» What you are asked to do: Could you quote, exactly as they stand, the lines running from the one with "Task: Dump the" to the final line of the material?

» Provided data:
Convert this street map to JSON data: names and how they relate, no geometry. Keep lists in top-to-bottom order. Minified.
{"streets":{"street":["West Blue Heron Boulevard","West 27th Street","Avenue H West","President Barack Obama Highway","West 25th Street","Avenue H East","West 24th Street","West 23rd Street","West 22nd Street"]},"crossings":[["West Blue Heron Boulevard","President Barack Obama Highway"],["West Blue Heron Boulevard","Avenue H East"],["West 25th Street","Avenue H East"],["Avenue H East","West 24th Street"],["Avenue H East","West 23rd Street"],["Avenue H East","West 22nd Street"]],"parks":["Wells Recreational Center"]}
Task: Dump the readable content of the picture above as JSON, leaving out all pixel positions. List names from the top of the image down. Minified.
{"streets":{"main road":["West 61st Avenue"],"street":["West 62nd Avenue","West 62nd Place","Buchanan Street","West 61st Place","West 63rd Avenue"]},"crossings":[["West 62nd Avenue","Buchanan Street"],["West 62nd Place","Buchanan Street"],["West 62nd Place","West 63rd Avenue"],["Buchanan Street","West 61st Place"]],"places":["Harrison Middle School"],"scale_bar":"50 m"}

» Response area:
Task: Dump the readable content of the picture above as JSON, leaving out all pixel positions. List names from the top of the image down. Minified.
{"streets":{"main road":["West 61st Avenue"],"street":["West 62nd Avenue","West 62nd Place","Buchanan Street","West 61st Place","West 63rd Avenue"]},"crossings":[["West 62nd Avenue","Buchanan Street"],["West 62nd Place","Buchanan Street"],["West 62nd Place","West 63rd Avenue"],["Buchanan Street","West 61st Place"]],"places":["Harrison Middle School"],"scale_bar":"50 m"}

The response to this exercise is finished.